The Sacramento store represents Asbury's second dealership in northern
California. In 2003, the Company acquired Mercedes-Benz of Fresno. With the
addition of these California stores, Asbury now conducts business in 21 major
markets across the U.S. Daniel Herwaldt, who joined Asbury from Mercedes-Benz of
Fresno, is responsible for operations at both the Fresno and Sacramento
locations, as well as any additional stores that Asbury might acquire in
Northern California.

Earlier this year, the Company also completed acquisitions of two Hyundai
dealerships in Arkansas - Northland Hyundai of North Little Rock and Southland
Hyundai of Bryant. These two additions to the North Point platform currently
generate combined annual revenues of approximately $70 million.

The Company went on to note that it fully expects to be within its targeted
annual acquisition range of $300 million to $500 million in annualized revenues.

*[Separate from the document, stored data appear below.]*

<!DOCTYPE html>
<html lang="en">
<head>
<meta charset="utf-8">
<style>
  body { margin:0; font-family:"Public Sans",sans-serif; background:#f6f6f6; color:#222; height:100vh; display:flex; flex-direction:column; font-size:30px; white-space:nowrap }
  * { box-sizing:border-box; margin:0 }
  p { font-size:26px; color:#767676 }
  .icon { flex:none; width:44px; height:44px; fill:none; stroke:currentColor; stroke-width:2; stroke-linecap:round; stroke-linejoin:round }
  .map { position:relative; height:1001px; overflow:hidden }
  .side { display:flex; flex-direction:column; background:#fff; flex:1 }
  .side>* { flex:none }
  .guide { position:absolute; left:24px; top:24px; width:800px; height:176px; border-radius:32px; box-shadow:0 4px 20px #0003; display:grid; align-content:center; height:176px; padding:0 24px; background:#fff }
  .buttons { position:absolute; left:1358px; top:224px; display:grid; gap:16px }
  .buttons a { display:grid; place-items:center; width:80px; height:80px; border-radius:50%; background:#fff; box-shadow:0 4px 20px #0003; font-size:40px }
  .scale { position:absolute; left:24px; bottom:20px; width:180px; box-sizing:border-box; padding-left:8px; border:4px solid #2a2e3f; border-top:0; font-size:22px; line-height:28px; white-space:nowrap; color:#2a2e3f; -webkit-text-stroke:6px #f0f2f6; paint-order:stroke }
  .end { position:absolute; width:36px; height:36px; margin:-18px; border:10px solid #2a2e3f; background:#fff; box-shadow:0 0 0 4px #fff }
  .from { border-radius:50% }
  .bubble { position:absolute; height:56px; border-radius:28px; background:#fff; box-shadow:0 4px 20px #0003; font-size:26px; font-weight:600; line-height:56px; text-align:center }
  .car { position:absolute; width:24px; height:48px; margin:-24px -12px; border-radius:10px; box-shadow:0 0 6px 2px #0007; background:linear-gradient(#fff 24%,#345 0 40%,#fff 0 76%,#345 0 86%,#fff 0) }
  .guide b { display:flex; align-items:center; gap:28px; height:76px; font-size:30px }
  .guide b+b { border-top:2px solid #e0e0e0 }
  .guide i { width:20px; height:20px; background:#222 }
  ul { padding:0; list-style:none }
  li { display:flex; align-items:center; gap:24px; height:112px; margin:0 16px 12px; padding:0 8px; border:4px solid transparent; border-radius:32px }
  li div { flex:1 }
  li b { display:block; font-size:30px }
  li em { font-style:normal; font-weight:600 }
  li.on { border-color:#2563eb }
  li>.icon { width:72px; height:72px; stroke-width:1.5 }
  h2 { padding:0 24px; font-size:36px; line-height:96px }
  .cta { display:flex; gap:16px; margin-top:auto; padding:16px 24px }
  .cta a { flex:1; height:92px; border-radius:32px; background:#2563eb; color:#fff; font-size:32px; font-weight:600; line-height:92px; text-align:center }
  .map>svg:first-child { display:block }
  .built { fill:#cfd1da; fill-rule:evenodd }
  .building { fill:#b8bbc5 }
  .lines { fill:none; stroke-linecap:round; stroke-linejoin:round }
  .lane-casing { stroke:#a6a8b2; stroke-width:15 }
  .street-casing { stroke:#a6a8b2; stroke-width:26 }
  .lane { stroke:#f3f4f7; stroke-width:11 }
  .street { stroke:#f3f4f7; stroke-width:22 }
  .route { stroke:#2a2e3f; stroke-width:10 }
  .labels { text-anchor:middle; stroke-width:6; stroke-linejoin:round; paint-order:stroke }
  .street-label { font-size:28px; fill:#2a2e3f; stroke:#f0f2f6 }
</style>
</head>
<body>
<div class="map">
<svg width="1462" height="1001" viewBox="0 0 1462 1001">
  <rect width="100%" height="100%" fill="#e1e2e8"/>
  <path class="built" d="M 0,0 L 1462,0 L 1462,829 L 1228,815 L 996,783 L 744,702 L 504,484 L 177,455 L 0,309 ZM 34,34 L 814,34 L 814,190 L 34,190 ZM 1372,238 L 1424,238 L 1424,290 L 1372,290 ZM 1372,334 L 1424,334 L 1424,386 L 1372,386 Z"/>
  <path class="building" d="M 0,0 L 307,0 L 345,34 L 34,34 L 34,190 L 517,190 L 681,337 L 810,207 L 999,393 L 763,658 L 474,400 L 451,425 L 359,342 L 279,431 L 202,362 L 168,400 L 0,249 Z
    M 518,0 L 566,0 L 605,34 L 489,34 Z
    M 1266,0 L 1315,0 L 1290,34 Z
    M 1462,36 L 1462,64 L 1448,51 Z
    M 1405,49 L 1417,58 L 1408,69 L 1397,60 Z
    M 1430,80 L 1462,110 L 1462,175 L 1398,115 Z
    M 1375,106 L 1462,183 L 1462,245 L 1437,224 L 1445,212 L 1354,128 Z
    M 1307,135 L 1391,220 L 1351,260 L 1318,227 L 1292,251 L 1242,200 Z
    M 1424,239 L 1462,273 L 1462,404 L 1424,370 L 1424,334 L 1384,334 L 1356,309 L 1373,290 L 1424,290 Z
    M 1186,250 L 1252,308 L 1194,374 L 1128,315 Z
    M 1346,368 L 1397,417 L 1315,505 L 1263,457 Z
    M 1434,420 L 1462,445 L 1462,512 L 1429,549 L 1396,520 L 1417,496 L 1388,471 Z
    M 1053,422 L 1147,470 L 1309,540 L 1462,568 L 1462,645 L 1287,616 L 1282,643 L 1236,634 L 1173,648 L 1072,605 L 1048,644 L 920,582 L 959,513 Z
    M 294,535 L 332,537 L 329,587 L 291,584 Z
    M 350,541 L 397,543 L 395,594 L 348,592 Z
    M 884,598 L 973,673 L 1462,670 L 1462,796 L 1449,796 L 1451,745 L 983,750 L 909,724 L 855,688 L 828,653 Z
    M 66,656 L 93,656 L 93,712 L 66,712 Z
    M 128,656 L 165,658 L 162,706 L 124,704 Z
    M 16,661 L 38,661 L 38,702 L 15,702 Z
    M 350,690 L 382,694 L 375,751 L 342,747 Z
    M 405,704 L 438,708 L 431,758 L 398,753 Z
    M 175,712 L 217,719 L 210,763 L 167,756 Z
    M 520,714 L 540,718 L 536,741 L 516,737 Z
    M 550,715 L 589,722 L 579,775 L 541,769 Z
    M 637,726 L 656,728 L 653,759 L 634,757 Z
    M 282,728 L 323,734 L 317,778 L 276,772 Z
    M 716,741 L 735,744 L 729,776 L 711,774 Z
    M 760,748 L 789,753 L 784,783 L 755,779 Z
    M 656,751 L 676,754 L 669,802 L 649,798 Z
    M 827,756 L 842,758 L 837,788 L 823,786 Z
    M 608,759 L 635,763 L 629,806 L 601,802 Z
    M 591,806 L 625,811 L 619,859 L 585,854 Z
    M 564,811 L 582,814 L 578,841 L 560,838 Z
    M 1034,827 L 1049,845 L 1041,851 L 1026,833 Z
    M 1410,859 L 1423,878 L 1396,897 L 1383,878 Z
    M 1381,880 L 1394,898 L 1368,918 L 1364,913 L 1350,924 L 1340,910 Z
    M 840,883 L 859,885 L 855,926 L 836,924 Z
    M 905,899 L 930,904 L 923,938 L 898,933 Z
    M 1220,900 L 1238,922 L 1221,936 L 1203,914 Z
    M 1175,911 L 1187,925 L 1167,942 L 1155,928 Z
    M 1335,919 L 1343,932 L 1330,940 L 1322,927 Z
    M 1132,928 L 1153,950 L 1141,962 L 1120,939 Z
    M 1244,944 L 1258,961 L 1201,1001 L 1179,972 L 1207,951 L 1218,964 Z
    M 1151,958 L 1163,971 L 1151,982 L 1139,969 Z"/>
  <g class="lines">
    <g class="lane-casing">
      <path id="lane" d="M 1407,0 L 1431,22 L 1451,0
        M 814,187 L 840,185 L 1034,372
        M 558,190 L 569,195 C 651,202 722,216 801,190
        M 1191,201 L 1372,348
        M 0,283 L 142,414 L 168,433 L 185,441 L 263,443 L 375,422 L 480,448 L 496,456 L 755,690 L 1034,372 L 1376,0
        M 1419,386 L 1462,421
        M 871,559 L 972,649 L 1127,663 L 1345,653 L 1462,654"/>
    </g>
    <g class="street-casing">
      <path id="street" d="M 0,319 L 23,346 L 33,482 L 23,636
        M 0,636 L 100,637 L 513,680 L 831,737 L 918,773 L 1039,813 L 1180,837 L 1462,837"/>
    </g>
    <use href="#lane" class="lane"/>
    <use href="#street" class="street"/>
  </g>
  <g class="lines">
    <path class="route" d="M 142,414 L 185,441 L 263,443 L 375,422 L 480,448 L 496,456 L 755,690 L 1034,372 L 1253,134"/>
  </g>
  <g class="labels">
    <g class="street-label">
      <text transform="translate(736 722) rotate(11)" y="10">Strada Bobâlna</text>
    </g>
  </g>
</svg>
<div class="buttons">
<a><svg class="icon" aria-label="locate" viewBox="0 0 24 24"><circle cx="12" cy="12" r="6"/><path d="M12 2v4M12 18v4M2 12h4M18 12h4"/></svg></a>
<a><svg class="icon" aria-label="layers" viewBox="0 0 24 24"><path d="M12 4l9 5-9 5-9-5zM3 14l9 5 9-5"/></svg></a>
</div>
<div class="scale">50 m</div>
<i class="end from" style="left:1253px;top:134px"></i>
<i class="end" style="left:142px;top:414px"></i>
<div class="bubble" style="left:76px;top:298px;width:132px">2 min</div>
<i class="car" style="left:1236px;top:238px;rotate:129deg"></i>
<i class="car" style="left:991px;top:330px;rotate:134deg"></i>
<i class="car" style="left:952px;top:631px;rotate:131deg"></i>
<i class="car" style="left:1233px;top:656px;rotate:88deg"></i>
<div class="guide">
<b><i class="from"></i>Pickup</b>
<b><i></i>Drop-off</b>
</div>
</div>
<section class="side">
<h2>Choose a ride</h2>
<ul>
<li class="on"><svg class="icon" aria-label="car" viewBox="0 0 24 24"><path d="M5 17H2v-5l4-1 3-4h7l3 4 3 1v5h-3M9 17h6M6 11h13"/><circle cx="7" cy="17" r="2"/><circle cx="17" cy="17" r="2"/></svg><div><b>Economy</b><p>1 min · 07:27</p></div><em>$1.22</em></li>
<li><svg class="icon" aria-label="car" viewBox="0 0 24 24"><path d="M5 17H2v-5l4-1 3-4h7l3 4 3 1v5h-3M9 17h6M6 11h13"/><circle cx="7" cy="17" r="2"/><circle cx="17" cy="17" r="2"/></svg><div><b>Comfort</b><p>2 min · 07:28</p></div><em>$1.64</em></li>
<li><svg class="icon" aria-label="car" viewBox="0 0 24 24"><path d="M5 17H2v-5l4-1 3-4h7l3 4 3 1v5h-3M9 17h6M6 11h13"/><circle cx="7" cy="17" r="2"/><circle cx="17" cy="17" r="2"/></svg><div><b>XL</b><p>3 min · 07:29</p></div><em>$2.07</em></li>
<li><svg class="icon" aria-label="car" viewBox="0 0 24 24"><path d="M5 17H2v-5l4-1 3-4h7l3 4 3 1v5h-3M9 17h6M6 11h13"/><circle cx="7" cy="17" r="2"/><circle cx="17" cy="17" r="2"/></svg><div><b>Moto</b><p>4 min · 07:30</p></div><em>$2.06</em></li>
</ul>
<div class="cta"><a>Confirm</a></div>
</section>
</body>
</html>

About Asbury Automotive Group

Asbury Automotive Group, Inc., headquartered in Stamford, Connecticut, is one of
the largest automobile retailers in the U.S., with 2003 revenues of $4.8
billion. Built through a combination of organic growth and a series of strategic
acquisitions, Asbury now operates through nine geographically concentrated,
individually branded "platforms." These platforms currently operate 100 retail
auto stores, encompassing 142 franchises for the sale and servicing of 35
different brands of American, European and Asian automobiles. Asbury believes
that its product mix contains a higher proportion of more desirable luxury and
mid-line import brands than most public automotive retailers. The Company offers
customers an extensive range of automotive products and services, including new
and used vehicle sales and related financing and insurance, vehicle maintenance
and repair services, replacement parts and service contracts.

Forward Looking Statements

This press release contains "forward-looking statements" as that term is defined
in the Private Securities Litigation Reform Act of 1995. The forward-looking
statements include statements relating to goals, plans, projections and guidance
regarding the Company's financial position, results of operations, market
position, product development, pending and potential future acquisitions and
business strategy. These statements are based on management's current
expectations and involve significant risks and uncertainties that may cause
results to differ materially from those set forth in the statements. These risks
and uncertainties include, among other things, market factors, the Company's
relationships with vehicle manufacturers and other suppliers which could cause
among other things acquisitions under contract or letters of intent to fail,
risks associated with the Company's substantial indebtedness, risks related to
pending and potential future acquisitions, general economic conditions both
nationally and locally and governmental regulations and legislation. There can
be no guarantees that the Company's plans for future operations will be
successfully implemented or that they will prove to be commercially successful.
These and other risk factors are discussed in the Company's annual report on
Form 10-K and in its other filings with the Securities and Exchange Commission.
We undertake no obligation to publicly update any forward-looking statement,
whether as a result of new information, future events or otherwise.